La fabrique de l’urbain, longtemps réduite à une ingénierie technique, se réinvente en intégrant véritablement les gens et les arbres et en adoptant leurs temporalités pour un « ménagement de projet » (Bouhaddou, 2019, p. 462), qui ne se fait pas sans conflits. En effet, comme l’explique Thierry Boutonnier, « toute volonté de rationalisation des processus urbains ne fonctionne pas avec ce que nous faisons »15. Ces projets de ménagement n’ont pas pour vocation d’évincer les projets urbains traditionnels ; ils se développent de façon concomitante et si leurs logiques semblent opposées, en réalité, elles s’interpénètrent. J’ai aussi noté dans certains cas des heurts et une absence de croisement. La « méthode ménagériale » (Bouhaddou, 2019, p. 460) ne devient pas à proprement parler un modèle, bien qu’elle se diffuse. Elle donne plutôt lieu à ce que je qualifie d’une « mono-culture du sensible » (Bouhaddou, 2019, p. 462). Elle s’accompagne de l’émergence d’“in-between figures16” (Kullmann & Bouhaddou, 2017) qui, la plupart du temps, recyclent des méthodes et compétences issues de leur formation ou savoir-faire d’origine. Ces personnes se caractérisent par leur position à l’interface et « entre-plusieurs » ainsi que par leur capacité de déplacement.
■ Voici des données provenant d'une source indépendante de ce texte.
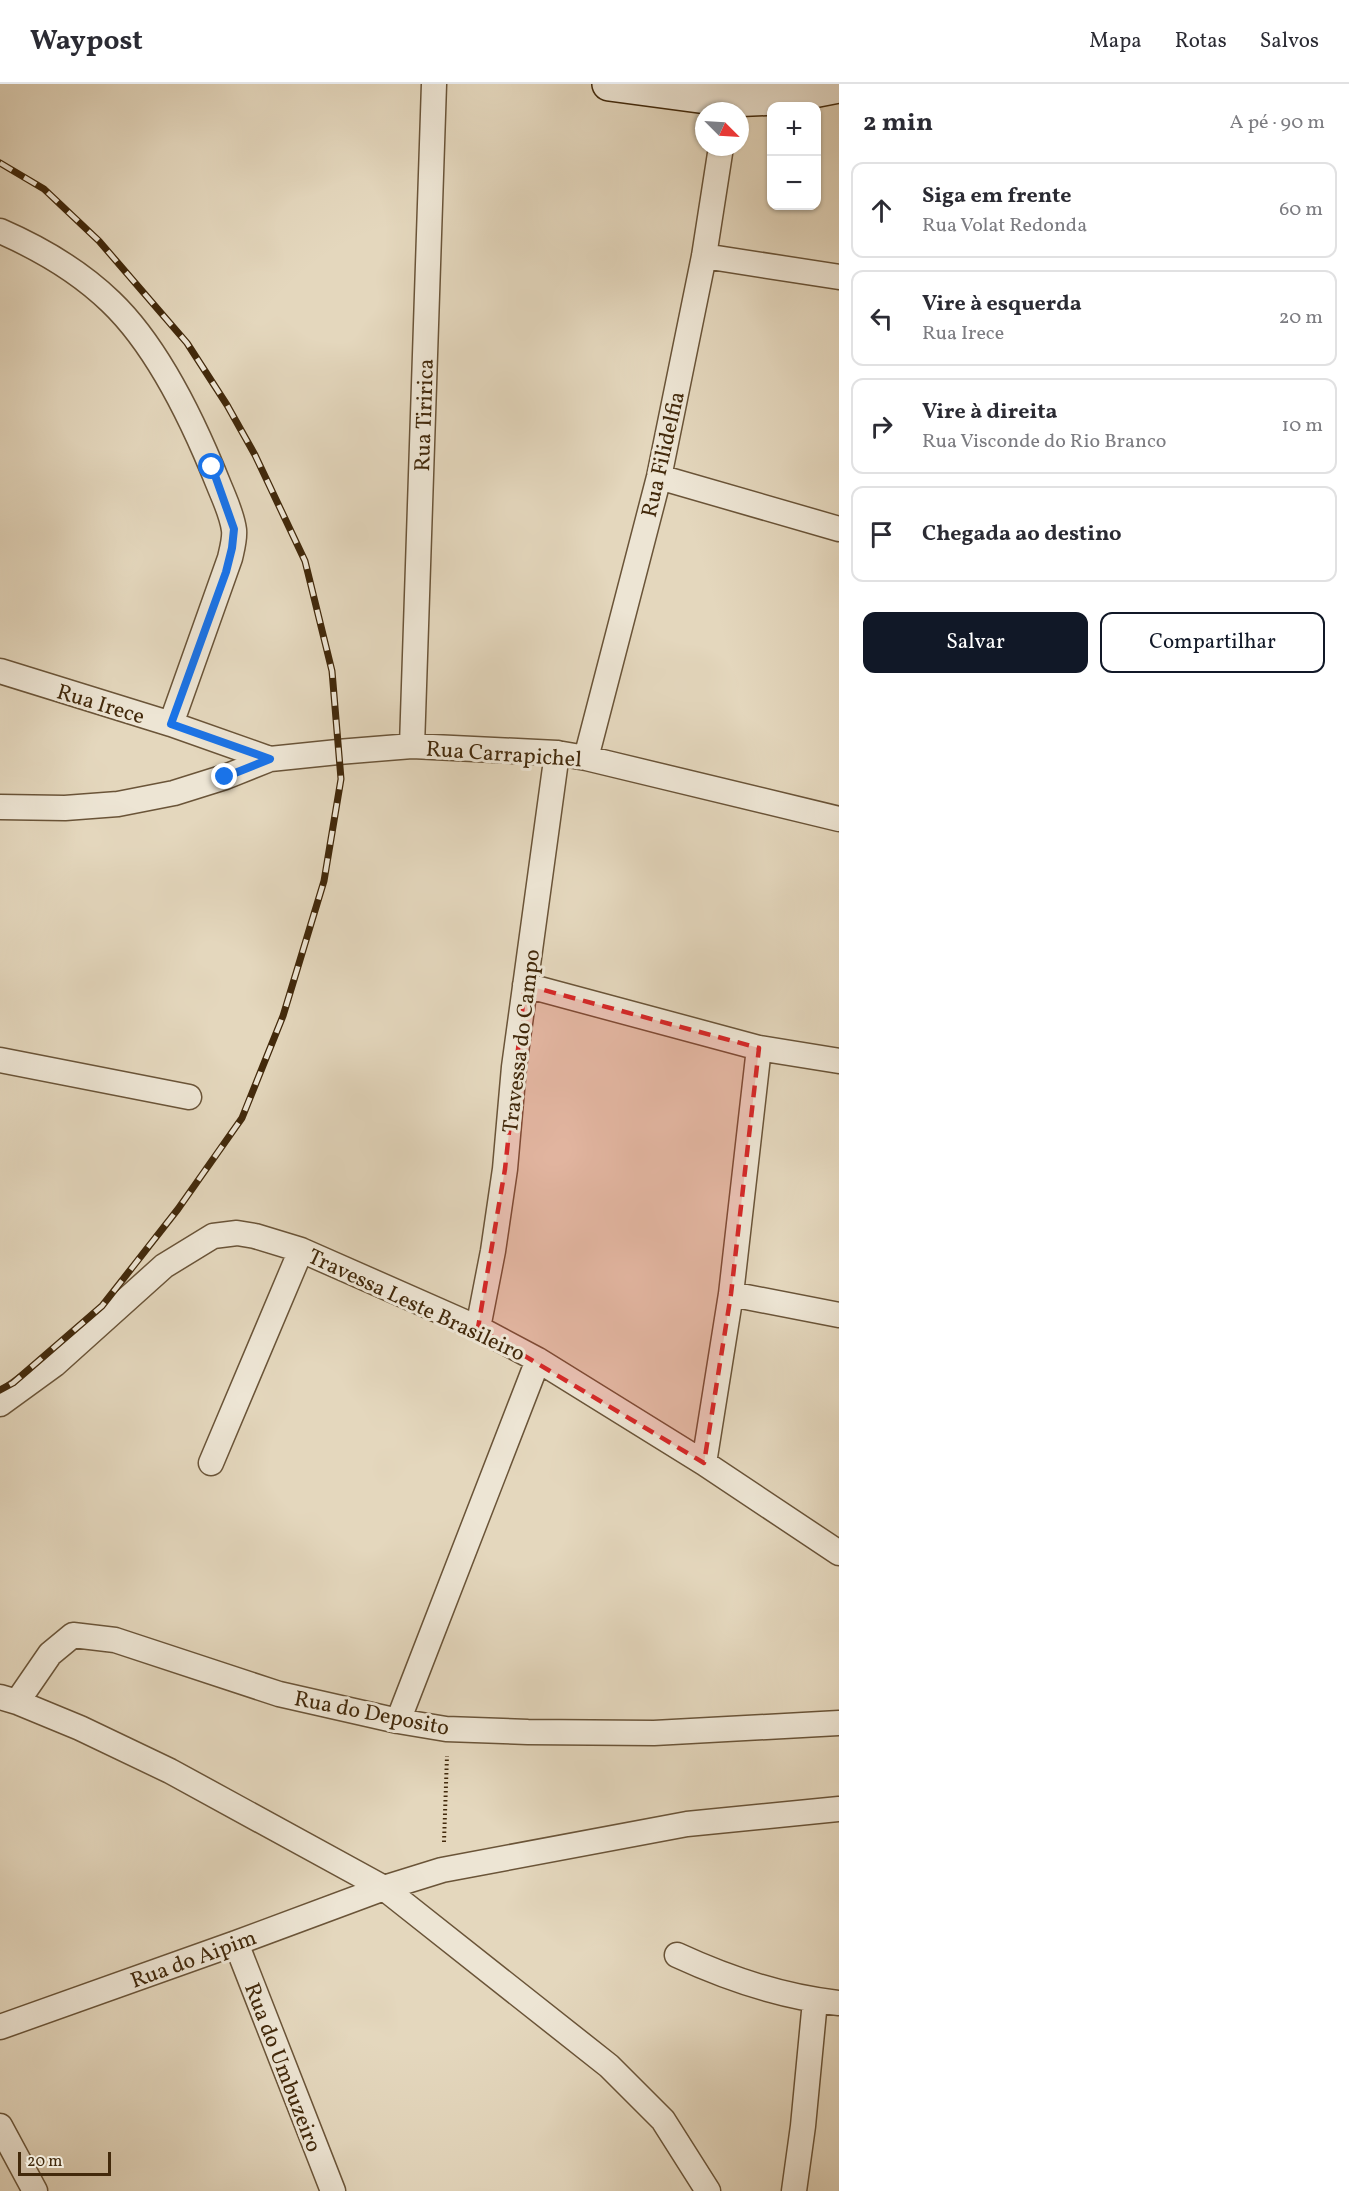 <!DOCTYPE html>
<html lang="pt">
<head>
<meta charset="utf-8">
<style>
  body { margin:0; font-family:Vollkorn,serif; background:#f7f7f7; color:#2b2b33 }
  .controls { position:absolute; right:18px; top:18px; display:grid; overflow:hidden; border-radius:12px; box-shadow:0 2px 4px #0004 }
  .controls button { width:54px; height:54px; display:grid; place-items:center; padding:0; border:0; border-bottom:2px solid #e1e1e2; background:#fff; color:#2b2b33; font:30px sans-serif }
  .compass { position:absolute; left:695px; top:18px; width:54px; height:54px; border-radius:50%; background:#fff; box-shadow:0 2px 4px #0004; rotate:114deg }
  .scale { position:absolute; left:18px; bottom:15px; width:93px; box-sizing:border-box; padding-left:6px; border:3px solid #42290b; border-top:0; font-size:16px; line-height:21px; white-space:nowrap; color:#42290b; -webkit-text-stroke:4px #ede5d4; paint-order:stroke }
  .stop { position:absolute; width:18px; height:18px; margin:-14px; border:4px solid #1a73e8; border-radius:50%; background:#fff }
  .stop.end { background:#1a73e8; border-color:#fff; box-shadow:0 2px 6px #0008 }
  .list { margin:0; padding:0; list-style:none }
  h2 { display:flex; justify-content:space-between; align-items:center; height:78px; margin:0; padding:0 24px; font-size:26px }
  h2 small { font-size:20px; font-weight:400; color:#7c7c81 }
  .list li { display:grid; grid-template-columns:39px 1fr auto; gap:18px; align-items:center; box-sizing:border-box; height:96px; margin:0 12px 12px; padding:0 12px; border:2px solid #e1e1e2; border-radius:12px }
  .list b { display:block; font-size:22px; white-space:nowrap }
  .list p { margin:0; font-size:20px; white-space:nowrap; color:#7c7c81 }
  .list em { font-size:20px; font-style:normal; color:#7c7c81 }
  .actions { display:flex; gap:12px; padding:18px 24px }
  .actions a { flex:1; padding:14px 0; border:2px solid #111827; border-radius:12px; text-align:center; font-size:21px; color:#111827 }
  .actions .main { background:#111827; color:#fff }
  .icon { flex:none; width:33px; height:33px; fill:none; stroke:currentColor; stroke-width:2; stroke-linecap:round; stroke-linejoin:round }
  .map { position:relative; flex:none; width:839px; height:2107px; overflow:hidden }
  header { display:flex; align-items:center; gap:36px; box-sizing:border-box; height:84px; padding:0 30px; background:#fff; border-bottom:2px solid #e1e1e2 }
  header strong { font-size:28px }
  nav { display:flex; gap:33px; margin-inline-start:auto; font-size:21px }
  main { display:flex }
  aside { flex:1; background:#fff }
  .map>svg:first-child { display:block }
</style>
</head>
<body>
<header>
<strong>Waypost</strong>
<nav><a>Mapa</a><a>Rotas</a><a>Salvos</a></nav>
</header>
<main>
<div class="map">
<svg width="839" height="2107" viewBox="0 0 839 2107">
  <rect width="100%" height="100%" fill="#e4d7bd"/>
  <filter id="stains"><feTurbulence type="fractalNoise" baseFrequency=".00333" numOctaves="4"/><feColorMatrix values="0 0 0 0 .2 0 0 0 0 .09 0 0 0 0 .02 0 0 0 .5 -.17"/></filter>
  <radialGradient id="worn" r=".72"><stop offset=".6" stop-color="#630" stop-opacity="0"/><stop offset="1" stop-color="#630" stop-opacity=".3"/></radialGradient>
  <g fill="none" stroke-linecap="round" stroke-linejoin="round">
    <defs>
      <path id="street" d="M0,147C39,164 80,188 111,218C158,263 194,339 218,399C224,414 232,430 234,446C235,455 232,465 230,474L171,640
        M704,172L839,193
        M659,393L839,445
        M0,587L171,640L270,675
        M412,662L434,0
        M586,674L659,393L704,172L721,63
        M0,723L65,724L118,720L174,709L225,693L270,675L338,668L412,662L557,669L586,674L839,735
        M525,901L759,964L839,977
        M0,976L189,1013
        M731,1210L839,1231
        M478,1244L493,1167L505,1085L514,983L557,669
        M0,1320L55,1280L164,1182L213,1152L237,1149L255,1152L301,1166L478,1244L538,1276L704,1379L839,1469
        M211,1379L301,1166
        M704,1379L731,1210L759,964
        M0,1613L17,1618L80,1644L170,1687L384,1804L609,1982L663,2036L708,2107
        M17,1618L50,1570L73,1551L115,1556L279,1610L398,1637L446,1645L528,1648L654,1649L839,1639
        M398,1637L538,1276
        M236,1859L333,2107
        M677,1871C729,1895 781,1913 839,1919
        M0,1943L236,1859L384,1804L442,1786L687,1740L839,1725
        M0,2042L35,2107
        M794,2107L803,2042L815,1917"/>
      <path id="secondary" d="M609,0L729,16L777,14L839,2"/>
    </defs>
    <use href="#street" stroke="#6a5438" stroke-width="27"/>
    <use href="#secondary" stroke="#42290b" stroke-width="36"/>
    <path stroke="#42290b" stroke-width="4" stroke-dasharray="1.5 3" stroke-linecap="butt" d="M444,1758L447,1672"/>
    <use href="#street" stroke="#ede5d4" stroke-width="24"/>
    <use href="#secondary" stroke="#ede5d4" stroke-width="33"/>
    <defs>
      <path id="rail" d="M0,79L44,105L99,157L187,259L227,321L255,371L305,477L332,587L341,695L324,797L283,932L242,1034L178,1125L102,1222L13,1299L0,1306"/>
    </defs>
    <use href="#rail" stroke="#42290b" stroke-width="7"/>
    <use href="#rail" stroke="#ede5d4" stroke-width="4.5" stroke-dasharray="14" stroke-linecap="butt"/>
  </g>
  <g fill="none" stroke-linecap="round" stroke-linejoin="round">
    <path stroke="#1a73e8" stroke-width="8" d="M212,383L234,445L232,464L226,488L171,640L270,675L225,693"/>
  </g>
  <path fill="#d62828" fill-opacity="0.2" stroke="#d62828" stroke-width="4.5" stroke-dasharray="12 8" stroke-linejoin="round" d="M525,901L759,964L731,1210L704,1379L478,1244L505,1085Z"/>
  <g text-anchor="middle" stroke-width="6" stroke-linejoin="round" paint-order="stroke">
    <g font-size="22" fill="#42290b" stroke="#ede5d4">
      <text transform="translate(423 331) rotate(-88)" y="8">Rua Tiririca</text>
      <text transform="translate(662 370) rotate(-77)" y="8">Rua Filidelfia</text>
      <text transform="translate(101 619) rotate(17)" y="8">Rua Irece</text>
      <text transform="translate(504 669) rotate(4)" y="8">Rua Carrapichel</text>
      <text transform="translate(520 957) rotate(-83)" y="8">Travessa do Campo</text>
      <text transform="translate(417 1220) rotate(25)" y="8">Travessa Leste Brasileiro</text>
      <text transform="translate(372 1628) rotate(11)" y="8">Rua do Deposito</text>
      <text transform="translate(193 1874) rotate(-20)" y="8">Rua do Aipim</text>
      <text transform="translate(284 1983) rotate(69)" y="8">Rua do Umbuzeiro</text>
    </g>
  </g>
  <rect width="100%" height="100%" filter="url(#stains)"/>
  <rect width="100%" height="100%" fill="url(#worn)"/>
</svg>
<div class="controls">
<button>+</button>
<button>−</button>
</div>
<svg class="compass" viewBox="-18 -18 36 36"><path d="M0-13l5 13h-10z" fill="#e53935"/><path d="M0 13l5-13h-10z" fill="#7c7c81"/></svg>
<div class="scale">20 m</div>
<div class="stop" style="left:212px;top:383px"></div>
<div class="stop end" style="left:225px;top:693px"></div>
</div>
<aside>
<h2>2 min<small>A pé · 90 m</small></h2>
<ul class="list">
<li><svg class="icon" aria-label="ahead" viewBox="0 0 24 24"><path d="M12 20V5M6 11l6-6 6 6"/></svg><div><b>Siga em frente</b><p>Rua Volat Redonda</p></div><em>60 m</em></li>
<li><svg class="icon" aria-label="left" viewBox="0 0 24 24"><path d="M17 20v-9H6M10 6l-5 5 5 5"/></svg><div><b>Vire à esquerda</b><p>Rua Irece</p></div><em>20 m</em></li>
<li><svg class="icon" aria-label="right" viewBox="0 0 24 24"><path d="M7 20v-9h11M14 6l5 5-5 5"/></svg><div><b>Vire à direita</b><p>Rua Visconde do Rio Branco</p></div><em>10 m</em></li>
<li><svg class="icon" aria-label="arrive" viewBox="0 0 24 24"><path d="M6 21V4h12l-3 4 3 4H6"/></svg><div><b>Chegada ao destino</b></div></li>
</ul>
<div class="actions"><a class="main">Salvar</a><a>Compartilhar</a></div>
</aside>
</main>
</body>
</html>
Par ailleurs, les services rendus par les arbres sont divers puisqu’ils permettent non seulement de traiter des problématiques liées à la pollution ou au dérèglement climatique, mais aussi de penser nos relationnalités entre humains et avec les non-humains. En effet, le système racinaire des arbrisseaux issus d’arbres locaux participe de la dépollution de matières. La robustesse des arbres permet de répondre au dérèglement climatique, et ce sans intervention technologique et dans une logique non marchande. Une pépinière d’arbres issus d’arbres-parents robustes et adaptés à l’environnement local est une réponse pratiquement gratuite au dérèglement climatique et à la marchandisation du vivant. En outre, le soin des arbres est un « entre-tien(t) », c’est-à-dire qu’il est une manière de tenir ensemble et de se tenir ensemble : dépasser la souffrance du traumatisme du chantier urbain pour trouver une voie collective de résistance et de soin. Les arbres nous montrent donc la voie d’une résilience active, consciente, engagée et ancrée dans un agir, d’une part et, d’autre part, nous invitent à penser différemment la question de la valeur du vivant (perspective utile dans un contexte politique où la compensation semble être la solution à tous les maux environnementaux). À aucun moment le temps alloué au soin et à la croissance de l’arbre n’est considéré dans le calcul du coût de l’arbre et de sa valeur ; si c’était le cas, nous serions en situation de dette économique et même culturelle vis-à-vis du vivant.
La proximité de compétences interactionnelles, de méthodes, de vocabulaires et de concepts entre artiste et chercheure conduit à penser les positions et déplacements en transfuges pour tenter d’inventer des modalités de coopération et de légitimation de modes de faire singuliers, d’hybridations entre les mondes de l’urbain et de la recherche. Ce bio hacking17 en situation d’urbanisme transitoire permet de repenser les professionnalités et le travail des transfuges que sont l’artiste et la chercheure, au-delà de la position de médiation, une professionnalité d’auteurs qui accompagne d’autres auteurs.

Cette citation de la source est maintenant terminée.